- Born: Saudi Arabia
- House: House of Saud
- Father: Abdullah bin Faisal bin Turki Al Farhan Al Saud
- Occupation: philanthropist, disability activist

= Samira bint Abdullah Al Saud =

Saudi royal and disability activist

Princess Samira bint Abdullah Al Faisal Al Farhan Al Saud (also spelled Sameera) (سميرة بنت عبدالله آل سعود) is a Saudi disability advocate, philanthropist, and member of the Saudi royal family. She works to promote awareness of disability in Saudi Arabia, particularly autism and schizophrenia. She is the Chairperson of the Saudi Schizophrenia Charity Association and the Charitable Society of Autism Families. She is the founder of the Charitable Society of Autism Families and established a center for autism in Riyadh. She was recognized for her service to people with disabilities by the government of the United Arab Emirates.

== Biography ==
Samira serves as the Chairperson of the Saudi Schizophrenia Charity Association. She is the founder and Chairperson of the Charitable Society of Autism Families, which works with Saudi hospitals and universities to increase autism awareness. She is also a member of the Saudi Autistic Society. Through her organization, she established a center for autism in Riyadh. She was recognized by the United Arab Emirates as the "Best Woman Volunteer in the Arab World" for her service to those with disabilities.

== Personal life ==
Princess Samira is a member of the Farhan-branch of the House of Saud.
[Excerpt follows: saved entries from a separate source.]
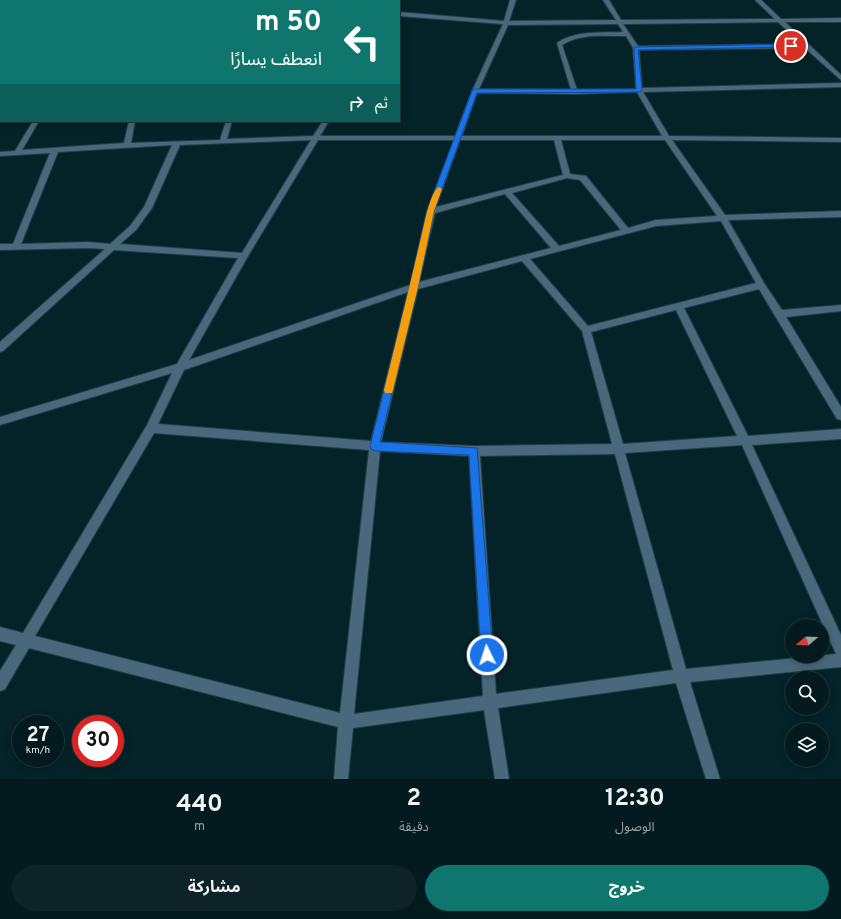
<!DOCTYPE html>
<html lang="ar">
<head>
<meta charset="utf-8">
<style>
  body { margin:0; font-family:Overpass,"Noto Sans Arabic",sans-serif; background:#0d2327; color:#f1f3f6; direction:rtl; height:100vh; display:flex; flex-direction:column; font-size:15px; white-space:nowrap }
  * { box-sizing:border-box; margin:0 }
  p { font-size:13px; color:#97a1a4 }
  .icon { flex:none; width:22px; height:22px; fill:none; stroke:currentColor; stroke-width:2; stroke-linecap:round; stroke-linejoin:round }
  .map { position:relative; height:779px; overflow:hidden; direction:ltr }
  .sheet { display:flex; flex-direction:column; background:#031a1e; flex:1 }
  .sheet>* { flex:none }
  .top-card { position:absolute; left:0px; top:0px; width:400px; height:122px; box-shadow:0 2px 10px #0003,0 0 0 1px #24383c; direction:rtl; background:#0f766e; color:#fff; overflow:hidden }
  .needle { width:26px; rotate:251deg }
  .buttons { position:absolute; left:785px; top:619px; display:grid; gap:8px }
  .buttons a { display:grid; place-items:center; width:44px; height:44px; border-radius:50%; background:#031a1e; box-shadow:0 2px 10px #0003,0 0 0 1px #24383c; font-size:20px }
  .speed { position:absolute; left:12px; top:715px; display:flex; gap:8px; font-size:20px; font-weight:700; text-align:center }
  .speed>* { display:grid; place-content:center; width:52px; height:52px; border-radius:50%; background:#031a1e; box-shadow:0 2px 10px #0003,0 0 0 1px #24383c; line-height:1 }
  .speed small { font-size:10px; font-weight:400 }
  .speed .limit { border:6px solid #d22; background:#fff; color:#111 }
  .pin { position:absolute; display:grid; place-items:center; width:34px; height:34px; color:#fff; margin:-17px; border:2px solid #fff; border-radius:50%; box-shadow:0 1px 4px #0007 }
  .me { position:absolute; width:44px; margin:-22px; rotate:356deg; stroke-linejoin:round; filter:drop-shadow(0 0 3px #0008) }
  .turn { display:flex; align-items:center; gap:14px; height:84px; padding:0 12px; font-size:18px }
  .turn .icon { width:52px; height:52px; stroke-width:2.5 }
  .turn b { display:block; font-size:28px; line-height:34px }
  .then { display:flex; align-items:center; height:38px; padding:0 12px; background:#0003; gap:8px; font-size:15px }
  .eta { display:flex; justify-content:space-evenly; align-items:center; height:68px; text-align:center }
  .eta b { font-size:24px; font-weight:700; line-height:28px }
  .primary-button { display:flex; gap:8px; margin-top:auto; padding:8px 12px }
  .primary-button a { flex:1; height:46px; border-radius:24px; background:#0f766e; color:#fff; font-size:16px; font-weight:700; line-height:46px; text-align:center }
  .primary-button a+a { background:#0d2327; color:#f1f3f6 }
  .map>svg:first-child { display:block }
  .lines { fill:none; stroke-linecap:round; stroke-linejoin:round }
  .minor-casing { stroke:#213f44; stroke-width:2 }
  .minor { fill:#49687c; fill-rule:evenodd }
  .route { fill:#1a73e8; stroke:#114b97 }
  .slow { fill:#f59e0b }
</style>
</head>
<body>
<div class="map">
<svg width="841" height="779" viewBox="0 0 841 779">
  <rect width="100%" height="100%" fill="#042328"/>
  <g class="lines">
    <g class="minor-casing">
      <path id="minor" d="M390,0H396V1H390Z
        M510,0H516L509,21L616,20L603,0H609L621,20L775,19L755,0H761L781,19L841,18V22H785L841,75V80L805,48L639,50L642,88L841,83V87L643,92L669,136L841,138V142L672,140L725,215L841,211V217L728,220L764,283L782,310L841,305V311L786,317L841,407V420L837,419L759,289L684,308L748,436L841,429V439L752,445L841,635V667L690,682L720,779H706L676,683L498,708L509,779H495L484,710L353,728L348,779H334L338,727L29,648L5,689L0,691V671L16,645L0,641V627L23,633L147,425L172,373L0,425V417L177,364L238,258L114,250L3,351L0,352V342L105,249L88,248L0,250V244H13L50,153L0,156V152L15,151L33,121H39L22,150L124,143L129,121H135L131,143L220,140L226,121H232L227,139L313,136L323,121H329L320,136H455L472,91L503,24L399,16V12L504,21ZM778,22L802,44L638,46L623,24ZM618,24L623,32C601,33 576,30 557,43L571,90L479,89L508,25ZM626,36L633,48L636,89L577,90L562,45C580,33 605,36 626,36ZM637,92L662,136H462L477,93L575,94ZM311,140L242,253L120,244L136,230L152,208L180,145ZM318,140H454L427,211L410,285L189,360L248,256ZM460,140H554L563,175L436,207ZM561,140H665L717,216L656,220L628,228L586,176L570,174ZM172,145L144,207L130,226L110,244L88,242L21,244L58,152ZM567,178L580,180L621,230L559,246L512,193ZM505,194L551,248L419,282L435,213ZM721,221L756,283L588,326L530,259L656,226ZM522,261L582,331L612,444L474,446L381,442L418,289ZM408,292L371,441L158,424L184,370ZM676,310L737,436L623,444L591,332ZM154,433L369,450L340,713L35,636ZM742,445L836,654L686,669L625,453ZM380,451L469,456L483,696L354,714ZM615,454L673,670L496,694L480,456Z
        M0,67H1V71H0Z"/>
    </g>
    <use href="#minor" class="minor"/>
  </g>
  <path class="route" d="M791,44L794,46L793,47L638,50L642,90L639,92L477,93L434,211L418,287L380,442L477,448L493,655L491,659L487,661L483,659L481,655L469,455L375,451L371,449L370,446L410,287L427,211L472,91L474,89H636L634,47Z"/>
  <path class="slow" d="M439,187L442,189L434,211L418,287L393,390L392,393H385L384,390C398,334 412,277 425,220C427,213 432,190 439,187Z"/>
</svg>
<div class="buttons">
<a><svg class="needle" viewBox="-14 -14 28 28"><path d="M0-13l5 13h-10z" fill="#e53935"/><path d="M0 13l5-13h-10z" fill="#97a1a4"/></svg></a>
<a><svg class="icon" aria-label="search" viewBox="0 0 24 24"><circle cx="10" cy="10" r="6"/><path d="M15 15l6 6"/></svg></a>
<a><svg class="icon" aria-label="layers" viewBox="0 0 24 24"><path d="M12 4l9 5-9 5-9-5zM3 14l9 5 9-5"/></svg></a>
</div>
<div class="speed"><div>27<small>km/h</small></div><div class="limit">30</div></div>
<div class="pin" style="left:791px;top:46px;background:#d93025"><svg class="icon" aria-label="arrive" viewBox="0 0 24 24"><path d="M6 21V4h12l-3 4 3 4H6"/></svg></div>
<svg class="me" style="left:487px;top:655px" viewBox="-20 -20 40 40"><circle r="17" fill="#1a73e8" stroke="#fff" stroke-width="3"/><path d="M0-11L8 9 0 5-8 9z" fill="#fff"/></svg>
<div class="top-card">
<div class="turn"><svg class="icon" aria-label="left" viewBox="0 0 24 24"><path d="M17 20v-9H6M10 6l-5 5 5 5"/></svg><div><b>50 m</b>انعطف يسارًا</div></div>
<div class="then">ثم<svg class="icon" aria-label="right" viewBox="0 0 24 24"><path d="M7 20v-9h11M14 6l5 5-5 5"/></svg></div>
</div>
</div>
<section class="sheet">
<div class="eta">
<div><b>12:30</b><p>الوصول</p></div>
<div><b>2</b><p>دقيقة</p></div>
<div><b>440</b><p>m</p></div>
</div>
<div class="primary-button"><a>خروج</a><a>مشاركة</a></div>
</section>
</body>
</html>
She has four children. One of her children has schizophrenia and another of her children has autism. She is the grandmother of Princess Loulwa bint Yazeed Al Saud whose father was a son of the late King Saud who ruled Saudi Arabia from 1953 to 1964.

She owned luxury vehicles including a Rolls-Royce Corniche Convertible chassis number DCX06738. She bought the white Rolls-Royce new in early July 1983 from the Rolls-Royce dealership in Jeddah, owned by Sheikh Mohamed Ashmawi (1935-2019). She then decided to change the colour to 'silver' before selling the vehicle in 1987. Since 1987 is the vehicle in Switzerland and private owned. The princess also bought a second Rolls-Royce Corniche coupé, chassis number CRX50653.